No one disputes that God works through the Scriptures to produce saving faith. 

The point I was making to you is that you claimed to want to raise your child in the fear of the Lord. To live in the fear of the Lord is a covenantal relationship. The fear of the Lord is a component of faith. So you can't raise your children to fear the Lord without at the same time teaching him how to exercise faith in the Lord. And you can't call him to daily live in the fear of the Lord without at least presupposing they have some sort of relationship to the Lord already. 

If you presuppose they have no relationship to the Lord at all, then all you can do is make evangelistic appeals to your children until they actually profess faith, then you may train them in the fear of the Lord.

Reactions: Like 1 | Edifying 1


----------



## Dachaser (Jan 24, 2018)

Puritan Sailor said:


> No one disputes that God works through the Scriptures to produce saving faith.
> 
> The point I was making to you is that you claimed to want to raise your child in the fear of the Lord.

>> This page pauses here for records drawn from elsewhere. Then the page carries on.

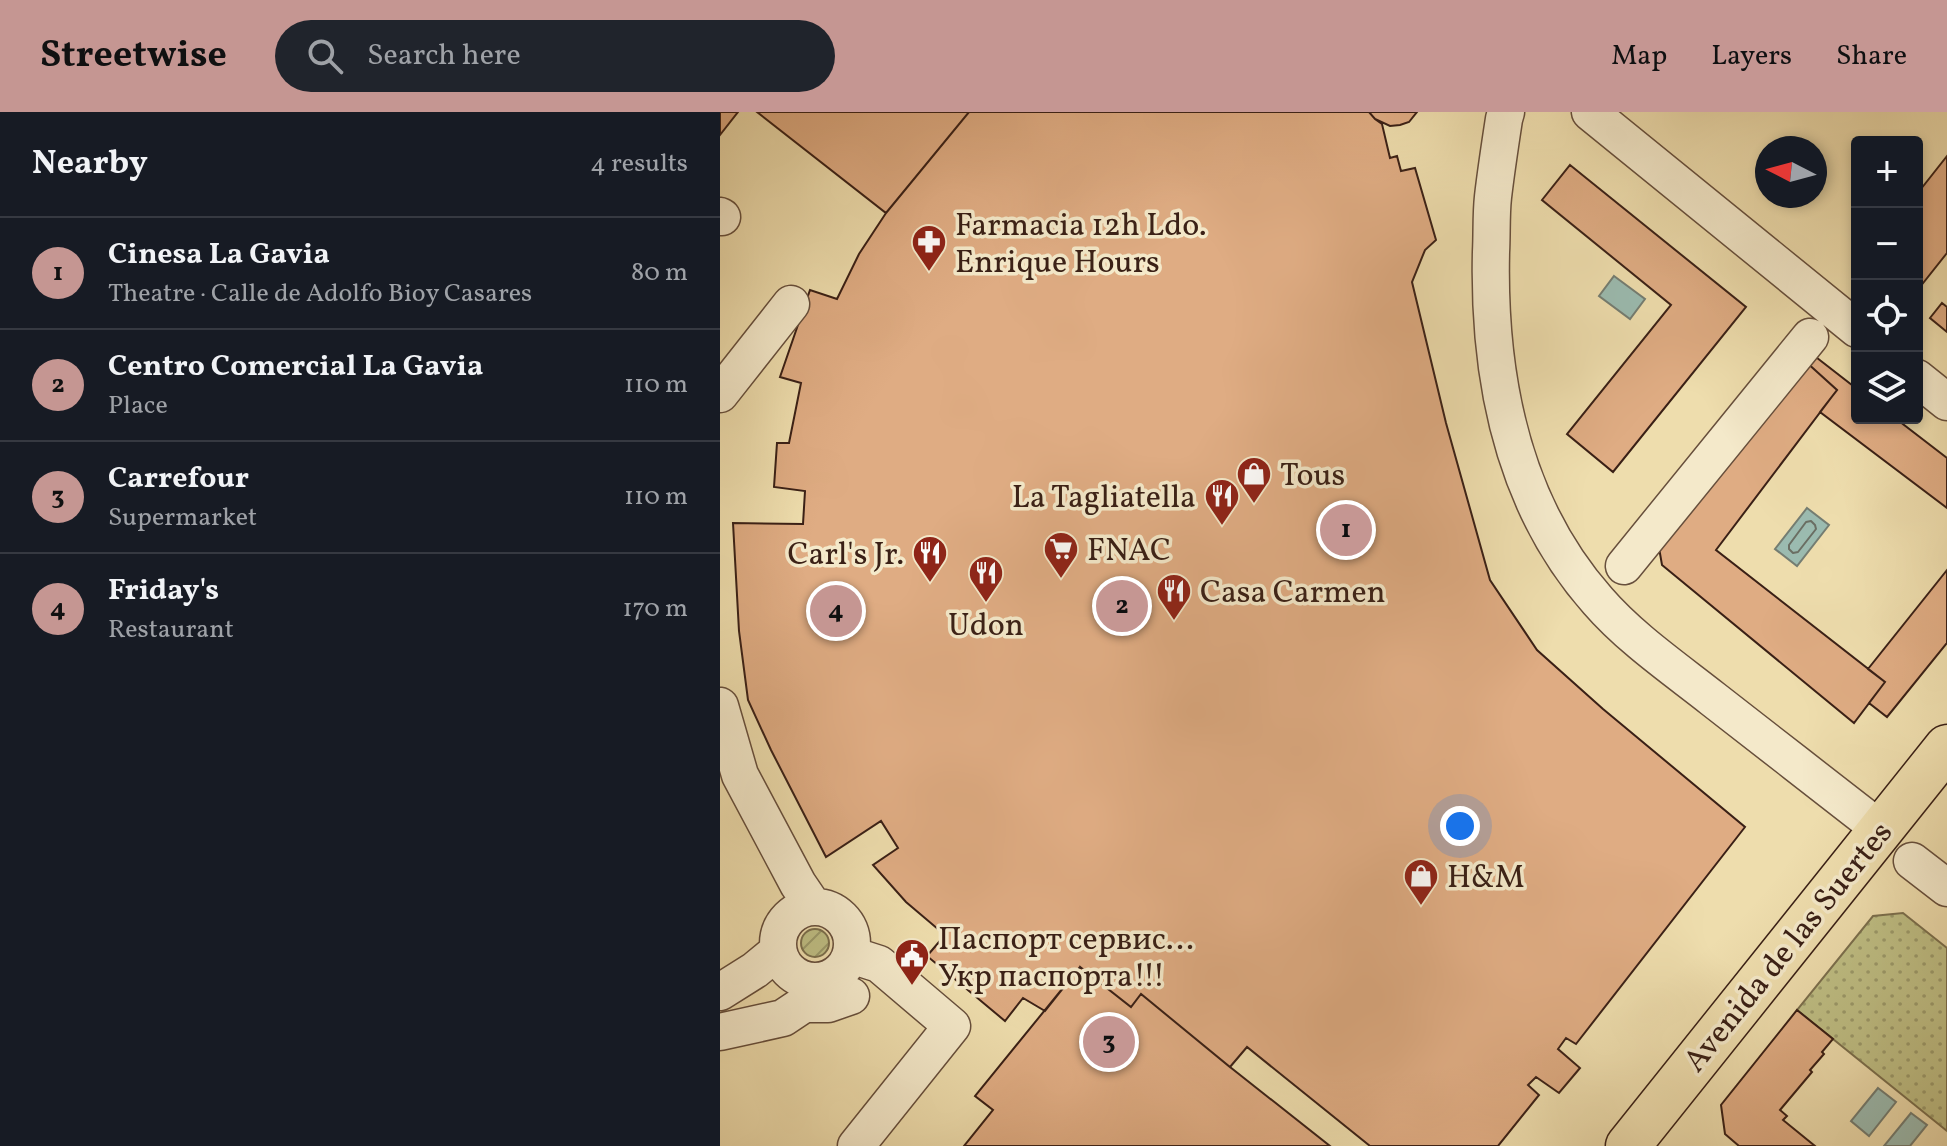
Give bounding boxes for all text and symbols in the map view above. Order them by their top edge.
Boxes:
search box [275,20,835,92]
text: Streetwise [40,30,227,83]
icon: search [303,34,347,78]
text: Search here [367,35,521,77]
text: Map [1611,37,1667,76]
text: Layers [1711,37,1792,76]
text: Share [1836,37,1907,76]
north arrow [1755,136,1827,208]
map controls [1851,136,1923,424]
button: + [1851,136,1923,208]
text: Nearby [32,141,148,188]
text: 4 results [590,146,688,182]
place label: Farmacia 12h Ldo. Enrique Hours [955,205,1207,286]
button: − [1851,208,1923,280]
pharmacy icon: Farmacia 12h Ldo. Enrique Hours [910,223,948,273]
text: Cinesa La Gavia [108,234,330,276]
text: 1 [53,255,63,291]
text: 80 m [631,255,688,291]
text: Theatre · Calle de Adolfo Bioy Casares [108,276,532,312]
button: locate [1851,280,1923,352]
text: Centro Comercial La Gavia [108,346,483,388]
button: layers [1851,352,1923,424]
text: 2 [51,367,65,403]
text: 110 m [624,367,688,403]
text: Place [108,388,168,424]
shop icon: Tous [1235,455,1273,505]
place label: Tous [1280,455,1345,499]
text: Carrefour [108,458,249,500]
place label: La Tagliatella [1012,477,1196,521]
restaurant icon: La Tagliatella [1203,477,1241,527]
text: 3 [51,479,65,515]
text: 110 m [624,479,688,515]
text: Supermarket [108,500,257,536]
pin: 1 [1320,500,1372,560]
supermarket icon: FNAC [1042,530,1080,580]
place label: FNAC [1087,530,1171,574]
place label: Carl's Jr. [788,534,904,578]
restaurant icon: Carl's Jr. [911,534,949,584]
restaurant icon: Udon [967,554,1005,604]
text: Friday's [108,570,219,612]
restaurant icon: Casa Carmen [1155,572,1193,622]
place label: Casa Carmen [1200,572,1386,616]
pin: 2 [1096,576,1148,636]
pin: 4 [810,581,862,641]
text: 4 [50,591,66,627]
text: 170 m [623,591,688,627]
place label: Udon [948,605,1024,649]
text: Restaurant [108,612,234,648]
your location [1440,806,1480,846]
street label: Avenida de las Suertes [1674,813,1904,1082]
shop icon: H&M [1402,857,1440,907]
place label: H&M [1447,857,1525,901]
place label: Паспорт сервис... Укр паспорта!!! [938,919,1194,1000]
public building icon: Паспорт сервис... Укр паспорта!!! [893,937,931,987]
pin: 3 [1083,1012,1135,1072]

To live in the fear of the Lord is a covenantal relationship. The fear of the Lord is a component of faith. So you can't raise your children to fear the Lord without at the same time teaching him how to exercise faith in the Lord. And you can't call him to daily live in the fear of the Lord without at least presupposing they have some sort of relationship to the Lord already.
> 
> If you presuppose they have no relationship to the Lord at all, then all you can do is make evangelistic appeals to your children until they actually profess faith, then you may train them in the fear of the Lord.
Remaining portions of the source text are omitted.